The Man in the Iron Mask
Believe it or not, the bucket-headed French prisoner made famous by Leonardo DiCaprio in The Man in the Iron Mask (and, to a lesser extent, Alexandre Dumas) was actually a real person. Despite what the movies might have you believe, nobody has any goddamn idea who he was. We just know that he was apparently a high-level prisoner who for some mysterious reason had to have his head covered at all times in that iron helmet. Which is kind of bizarre, if you think about it.
It gets even more bizarre when you consider that the guy apparently looked like this.

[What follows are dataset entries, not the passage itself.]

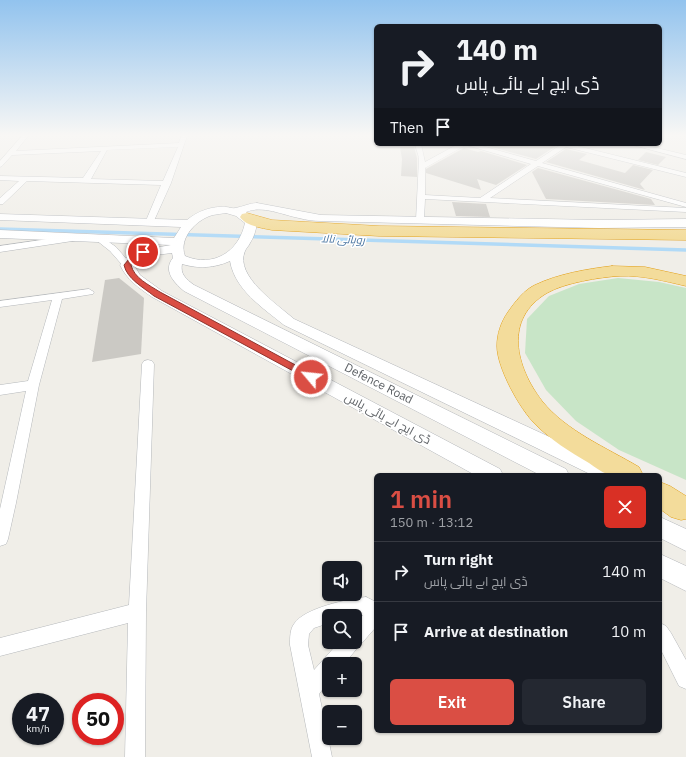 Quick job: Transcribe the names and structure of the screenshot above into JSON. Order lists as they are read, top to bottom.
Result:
{
  "streets": {
    "main road": ["Defence Road", "ڈی ایچ اے بائی پاس"]
  },
  "water": ["روہائی نالا"],
  "page": {
    "turn": ["140 m", "ڈی ایچ اے بائی پاس"],
    "then": "Then",
    "heading": ["1 min", "150 m · 13:12"],
    "list": [
      {
        "name": "Turn right",
        "note": "ڈی ایچ اے بائی پاس",
        "value": "140 m"
      },
      {
        "name": "Arrive at destination",
        "value": "10 m"
      }
    ],
    "map_buttons": ["+", "−"],
    "buttons": ["Exit", "Share"],
    "speed": "47 km/h",
    "limit": "50"
  }
} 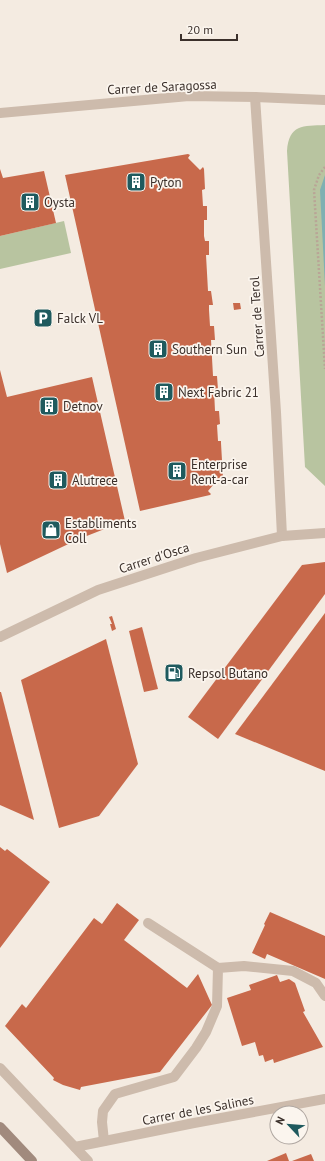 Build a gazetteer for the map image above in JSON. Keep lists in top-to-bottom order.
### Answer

It started in 1698, when a prisoner using the pseudonym Eustache Dauger (which on paper looks heroically similar to "Mustache Danger") was transported to the Bastille, the 17th century French equivalent of a maximum security prison. He had already spent between two and three decades (old-timey records are, at best, imprecise) rotting in various jails across the country. According to legend, he showed up already locked in the iron mask (which looked like an Iron Man Mark I helmet) and was immediately tossed in a cell, forbidden to speak to anyone except to ask for food, water, or a pot to make poopies.
"OK, I filled the pot. Now can I have my stale bread and water?"
And ... that's all we know. Nobody discussed who the hell he was or what he had done or why he needed to be dressed like a very lazy knight. He was listed in the Bastille records as "Prisoner 64389000," which, in addition to being difficult to fit into a song, is a completely sterile piece of information. He was forbidden to ever show his face to anyone, and some prisoners claimed he had two armed guards with him at all times should he ever try to take the mask off. In that event, we assume they would aim for his chest, or shove their musket barrels into his iron eyeholes.
Dauger (or whatever his name truly was) died in 1703, which, as keen-eyed readers may notice, means he sat in the Bastille with his head in a fucking crock pot for four dick-punching years. The subsequent 300 years have done nothing to uncover the mystery of his identity, either -- there were few solid facts about the man to begin with, and three centuries of retellings laced with spirited embellishments have seriously diluted what little we had to go on.
At least they permitted him the dignity of shoe and knee bows.
The popular theory is that he was some kind of high-level political prisoner, hence the need to conceal his identity. However, nobody can quite agree on exactly who that famous inmate might have been, with some of the wilder guesses ranging from Oliver Cromwell's son to the older brother of King Louis XIV himself (Dumas' novelization of the DiCaprio movie is based on that second idea). All we really know about him is from letters written by the Bastille's governor and from his fellow prisoners spreading the story, and those testimonies are contentious about whether his mask was even made of iron to begin with. To be fair, "The Man in the Black Velvet Vanity Veil" doesn't carry quite the same level of mystery and intrigue.
The Isdal Woman
In 1970, a group of hikers outside of Bergen, Norway, suddenly came upon the charred, naked corpse of a woman in the middle of the Isdalen Valley. The body was nicknamed the Isdal Woman, presumably because "Joanie Storm" was considered too disrespectful to her memory, and the investigation that followed was so bizarre and surreal that it was more like a television series by David Lynch than actual police work.
Maybe it's time to take Detective Lynch off this case.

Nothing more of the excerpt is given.